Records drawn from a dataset
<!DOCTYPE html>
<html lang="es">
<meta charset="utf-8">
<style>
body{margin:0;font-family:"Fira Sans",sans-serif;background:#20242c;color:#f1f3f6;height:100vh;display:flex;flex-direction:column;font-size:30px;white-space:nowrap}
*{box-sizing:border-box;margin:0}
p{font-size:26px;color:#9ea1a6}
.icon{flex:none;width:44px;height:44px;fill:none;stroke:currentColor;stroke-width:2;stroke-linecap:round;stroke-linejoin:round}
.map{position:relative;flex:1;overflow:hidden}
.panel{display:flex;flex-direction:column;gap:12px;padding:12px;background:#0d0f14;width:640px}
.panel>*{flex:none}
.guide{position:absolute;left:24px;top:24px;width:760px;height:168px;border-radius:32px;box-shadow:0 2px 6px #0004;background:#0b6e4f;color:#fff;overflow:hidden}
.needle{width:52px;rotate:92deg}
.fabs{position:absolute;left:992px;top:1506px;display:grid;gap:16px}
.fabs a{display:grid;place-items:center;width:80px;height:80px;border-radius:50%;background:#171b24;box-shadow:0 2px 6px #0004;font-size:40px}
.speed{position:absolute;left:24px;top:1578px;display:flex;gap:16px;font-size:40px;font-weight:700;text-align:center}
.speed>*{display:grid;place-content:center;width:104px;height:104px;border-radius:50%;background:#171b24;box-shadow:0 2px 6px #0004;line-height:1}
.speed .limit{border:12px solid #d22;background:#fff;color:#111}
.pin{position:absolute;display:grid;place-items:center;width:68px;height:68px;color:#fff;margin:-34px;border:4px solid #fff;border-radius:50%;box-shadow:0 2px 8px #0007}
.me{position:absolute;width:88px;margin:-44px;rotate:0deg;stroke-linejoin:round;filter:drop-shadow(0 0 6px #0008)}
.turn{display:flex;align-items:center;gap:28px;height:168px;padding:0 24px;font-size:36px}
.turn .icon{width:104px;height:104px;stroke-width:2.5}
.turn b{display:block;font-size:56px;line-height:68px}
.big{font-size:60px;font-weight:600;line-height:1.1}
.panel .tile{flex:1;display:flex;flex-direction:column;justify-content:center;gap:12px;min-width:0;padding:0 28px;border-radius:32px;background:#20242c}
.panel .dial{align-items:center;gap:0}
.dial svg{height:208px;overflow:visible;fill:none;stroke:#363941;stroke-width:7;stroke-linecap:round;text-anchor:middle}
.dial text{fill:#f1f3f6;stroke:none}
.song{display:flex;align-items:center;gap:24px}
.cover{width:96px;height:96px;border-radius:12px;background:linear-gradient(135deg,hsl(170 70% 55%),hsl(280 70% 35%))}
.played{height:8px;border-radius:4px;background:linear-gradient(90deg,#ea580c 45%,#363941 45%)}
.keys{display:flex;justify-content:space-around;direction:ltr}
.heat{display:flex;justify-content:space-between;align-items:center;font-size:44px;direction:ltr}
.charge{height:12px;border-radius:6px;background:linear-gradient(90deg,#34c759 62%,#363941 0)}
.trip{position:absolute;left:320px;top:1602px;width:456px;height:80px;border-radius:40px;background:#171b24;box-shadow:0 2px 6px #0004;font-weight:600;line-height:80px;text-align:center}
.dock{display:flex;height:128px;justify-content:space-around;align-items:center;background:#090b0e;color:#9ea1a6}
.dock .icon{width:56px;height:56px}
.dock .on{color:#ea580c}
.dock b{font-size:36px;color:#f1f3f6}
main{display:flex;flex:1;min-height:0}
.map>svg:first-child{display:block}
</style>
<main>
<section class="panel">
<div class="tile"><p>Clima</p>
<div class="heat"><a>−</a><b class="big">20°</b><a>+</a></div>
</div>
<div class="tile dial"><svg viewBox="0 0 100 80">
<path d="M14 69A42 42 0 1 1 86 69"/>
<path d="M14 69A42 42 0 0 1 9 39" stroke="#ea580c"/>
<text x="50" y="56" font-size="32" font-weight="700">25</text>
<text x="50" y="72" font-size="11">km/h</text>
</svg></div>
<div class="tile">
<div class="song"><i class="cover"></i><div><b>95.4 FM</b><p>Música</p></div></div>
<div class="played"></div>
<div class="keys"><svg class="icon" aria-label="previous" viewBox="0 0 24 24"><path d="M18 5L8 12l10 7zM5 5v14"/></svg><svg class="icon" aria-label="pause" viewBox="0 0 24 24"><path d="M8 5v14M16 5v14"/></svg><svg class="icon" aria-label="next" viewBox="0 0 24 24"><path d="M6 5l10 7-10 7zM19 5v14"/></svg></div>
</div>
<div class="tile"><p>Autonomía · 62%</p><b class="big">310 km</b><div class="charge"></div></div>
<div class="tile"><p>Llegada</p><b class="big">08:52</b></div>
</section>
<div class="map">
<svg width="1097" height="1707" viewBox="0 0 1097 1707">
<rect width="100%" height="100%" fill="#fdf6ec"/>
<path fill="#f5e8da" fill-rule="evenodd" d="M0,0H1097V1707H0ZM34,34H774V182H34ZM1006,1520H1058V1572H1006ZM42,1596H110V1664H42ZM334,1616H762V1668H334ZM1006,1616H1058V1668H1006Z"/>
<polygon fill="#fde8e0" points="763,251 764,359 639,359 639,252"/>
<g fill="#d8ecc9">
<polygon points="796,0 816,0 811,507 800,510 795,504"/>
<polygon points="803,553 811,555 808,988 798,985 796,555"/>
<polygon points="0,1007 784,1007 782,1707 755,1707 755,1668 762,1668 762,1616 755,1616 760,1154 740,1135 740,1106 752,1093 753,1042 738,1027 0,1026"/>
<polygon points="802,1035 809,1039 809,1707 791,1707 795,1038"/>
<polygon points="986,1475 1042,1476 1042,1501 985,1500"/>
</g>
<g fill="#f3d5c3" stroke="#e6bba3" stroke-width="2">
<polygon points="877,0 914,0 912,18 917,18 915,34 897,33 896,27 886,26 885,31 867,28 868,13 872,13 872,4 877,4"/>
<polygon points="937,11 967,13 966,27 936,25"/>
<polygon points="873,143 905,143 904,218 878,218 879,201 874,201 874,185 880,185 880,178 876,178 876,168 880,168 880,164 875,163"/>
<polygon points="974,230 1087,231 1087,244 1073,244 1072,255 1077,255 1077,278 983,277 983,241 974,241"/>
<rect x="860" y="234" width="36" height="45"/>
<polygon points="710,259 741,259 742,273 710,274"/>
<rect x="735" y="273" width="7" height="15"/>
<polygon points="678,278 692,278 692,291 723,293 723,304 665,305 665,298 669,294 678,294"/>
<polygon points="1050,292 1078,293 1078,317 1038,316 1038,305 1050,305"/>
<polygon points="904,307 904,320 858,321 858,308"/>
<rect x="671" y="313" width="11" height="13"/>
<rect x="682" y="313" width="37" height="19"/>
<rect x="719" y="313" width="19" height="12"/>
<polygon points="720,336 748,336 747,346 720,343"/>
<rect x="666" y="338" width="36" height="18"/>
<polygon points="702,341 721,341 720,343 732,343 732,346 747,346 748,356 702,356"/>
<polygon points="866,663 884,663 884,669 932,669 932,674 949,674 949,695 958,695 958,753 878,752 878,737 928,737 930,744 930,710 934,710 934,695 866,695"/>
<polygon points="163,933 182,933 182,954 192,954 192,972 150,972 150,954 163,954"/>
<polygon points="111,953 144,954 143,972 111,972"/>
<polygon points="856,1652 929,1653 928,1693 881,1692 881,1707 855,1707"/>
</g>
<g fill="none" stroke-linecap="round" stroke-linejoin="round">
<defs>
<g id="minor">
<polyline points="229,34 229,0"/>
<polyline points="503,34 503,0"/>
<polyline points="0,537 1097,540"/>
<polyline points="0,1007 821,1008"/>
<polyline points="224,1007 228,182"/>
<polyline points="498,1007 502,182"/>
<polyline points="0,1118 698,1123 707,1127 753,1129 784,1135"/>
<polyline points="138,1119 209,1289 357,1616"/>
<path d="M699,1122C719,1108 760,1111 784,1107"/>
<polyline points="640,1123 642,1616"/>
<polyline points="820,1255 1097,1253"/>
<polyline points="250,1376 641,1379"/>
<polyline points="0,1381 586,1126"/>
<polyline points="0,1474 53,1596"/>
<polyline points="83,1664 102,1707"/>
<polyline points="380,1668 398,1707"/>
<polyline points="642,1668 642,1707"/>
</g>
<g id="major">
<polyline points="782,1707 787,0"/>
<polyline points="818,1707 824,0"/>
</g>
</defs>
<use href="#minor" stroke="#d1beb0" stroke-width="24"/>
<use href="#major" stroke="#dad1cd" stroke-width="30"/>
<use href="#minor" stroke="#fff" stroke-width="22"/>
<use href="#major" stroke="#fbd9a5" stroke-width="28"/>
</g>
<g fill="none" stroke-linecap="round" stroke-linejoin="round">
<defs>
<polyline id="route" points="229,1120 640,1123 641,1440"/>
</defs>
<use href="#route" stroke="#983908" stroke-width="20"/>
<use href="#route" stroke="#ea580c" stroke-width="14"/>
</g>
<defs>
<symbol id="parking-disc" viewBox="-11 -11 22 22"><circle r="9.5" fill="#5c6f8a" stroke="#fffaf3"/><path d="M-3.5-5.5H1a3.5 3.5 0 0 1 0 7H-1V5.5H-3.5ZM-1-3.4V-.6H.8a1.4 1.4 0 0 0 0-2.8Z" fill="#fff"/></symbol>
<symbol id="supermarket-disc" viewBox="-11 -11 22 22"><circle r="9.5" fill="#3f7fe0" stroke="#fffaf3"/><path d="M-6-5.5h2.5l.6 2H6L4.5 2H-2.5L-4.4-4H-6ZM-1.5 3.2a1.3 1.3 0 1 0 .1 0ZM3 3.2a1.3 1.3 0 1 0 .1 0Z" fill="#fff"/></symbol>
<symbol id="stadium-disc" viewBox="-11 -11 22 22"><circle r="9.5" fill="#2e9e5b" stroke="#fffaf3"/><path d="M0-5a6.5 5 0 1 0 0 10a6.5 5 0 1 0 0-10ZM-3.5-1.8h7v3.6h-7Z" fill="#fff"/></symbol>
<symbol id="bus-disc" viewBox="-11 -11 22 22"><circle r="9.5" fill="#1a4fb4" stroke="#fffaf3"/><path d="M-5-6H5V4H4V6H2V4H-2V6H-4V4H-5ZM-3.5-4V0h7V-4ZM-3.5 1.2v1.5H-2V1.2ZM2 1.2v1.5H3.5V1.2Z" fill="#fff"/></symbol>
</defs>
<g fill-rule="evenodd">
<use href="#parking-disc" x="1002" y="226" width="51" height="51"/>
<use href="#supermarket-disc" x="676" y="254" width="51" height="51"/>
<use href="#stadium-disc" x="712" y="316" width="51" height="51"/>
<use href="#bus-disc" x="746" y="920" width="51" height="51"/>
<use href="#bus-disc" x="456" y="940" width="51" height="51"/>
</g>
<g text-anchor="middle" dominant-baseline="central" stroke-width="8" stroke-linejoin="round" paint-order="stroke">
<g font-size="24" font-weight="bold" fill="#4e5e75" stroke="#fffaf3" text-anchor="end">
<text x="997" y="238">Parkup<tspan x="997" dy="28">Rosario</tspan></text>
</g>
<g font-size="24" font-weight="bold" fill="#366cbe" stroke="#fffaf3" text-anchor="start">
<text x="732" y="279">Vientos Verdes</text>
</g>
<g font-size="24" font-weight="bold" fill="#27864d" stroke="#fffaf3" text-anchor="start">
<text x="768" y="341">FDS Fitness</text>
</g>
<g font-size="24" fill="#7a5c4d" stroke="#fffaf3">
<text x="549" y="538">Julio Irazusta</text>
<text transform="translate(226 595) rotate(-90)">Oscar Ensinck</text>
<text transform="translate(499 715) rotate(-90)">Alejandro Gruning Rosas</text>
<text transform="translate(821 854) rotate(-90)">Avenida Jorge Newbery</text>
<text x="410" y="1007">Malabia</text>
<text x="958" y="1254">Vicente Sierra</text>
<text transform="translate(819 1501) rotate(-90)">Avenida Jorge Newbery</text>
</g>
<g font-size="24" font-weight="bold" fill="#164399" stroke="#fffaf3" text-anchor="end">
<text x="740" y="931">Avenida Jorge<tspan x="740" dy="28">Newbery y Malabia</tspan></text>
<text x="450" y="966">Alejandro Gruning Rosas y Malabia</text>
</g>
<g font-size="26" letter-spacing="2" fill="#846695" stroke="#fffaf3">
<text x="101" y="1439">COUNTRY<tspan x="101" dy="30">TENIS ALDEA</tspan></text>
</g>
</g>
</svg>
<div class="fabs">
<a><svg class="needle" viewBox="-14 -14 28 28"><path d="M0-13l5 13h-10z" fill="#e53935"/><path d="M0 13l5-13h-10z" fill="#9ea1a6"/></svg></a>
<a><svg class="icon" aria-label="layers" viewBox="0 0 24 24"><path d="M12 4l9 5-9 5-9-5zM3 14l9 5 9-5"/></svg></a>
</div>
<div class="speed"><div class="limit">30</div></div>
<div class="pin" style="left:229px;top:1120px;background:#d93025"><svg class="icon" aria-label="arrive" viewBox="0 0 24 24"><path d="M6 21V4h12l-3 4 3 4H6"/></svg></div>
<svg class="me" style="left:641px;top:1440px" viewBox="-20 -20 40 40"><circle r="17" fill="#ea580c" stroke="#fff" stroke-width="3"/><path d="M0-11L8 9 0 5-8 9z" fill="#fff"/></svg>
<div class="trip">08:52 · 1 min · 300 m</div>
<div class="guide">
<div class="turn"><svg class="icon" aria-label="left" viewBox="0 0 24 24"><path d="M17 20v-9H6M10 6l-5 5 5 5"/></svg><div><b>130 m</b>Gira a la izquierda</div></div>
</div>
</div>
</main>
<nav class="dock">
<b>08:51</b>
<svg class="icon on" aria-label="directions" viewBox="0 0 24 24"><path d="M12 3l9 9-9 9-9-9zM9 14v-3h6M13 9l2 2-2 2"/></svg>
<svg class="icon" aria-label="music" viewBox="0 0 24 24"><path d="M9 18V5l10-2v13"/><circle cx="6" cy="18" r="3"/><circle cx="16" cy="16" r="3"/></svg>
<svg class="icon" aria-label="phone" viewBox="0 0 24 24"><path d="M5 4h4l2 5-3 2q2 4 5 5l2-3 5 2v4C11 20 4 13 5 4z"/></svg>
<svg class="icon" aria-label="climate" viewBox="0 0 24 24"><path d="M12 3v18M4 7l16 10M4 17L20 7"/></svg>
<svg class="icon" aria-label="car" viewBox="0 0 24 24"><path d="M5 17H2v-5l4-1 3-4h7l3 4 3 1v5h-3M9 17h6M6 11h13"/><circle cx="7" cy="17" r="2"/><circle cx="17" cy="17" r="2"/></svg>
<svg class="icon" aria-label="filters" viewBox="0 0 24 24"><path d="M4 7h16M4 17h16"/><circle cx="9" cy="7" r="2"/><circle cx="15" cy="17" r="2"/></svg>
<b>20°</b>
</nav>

■ TASK DESCRIPTION: Each line in the data that holds the word "block" must be copied.

■ SOLUTION:
.turn b{display:block;font-size:56px;line-height:68px}
.map>svg:first-child{display:block}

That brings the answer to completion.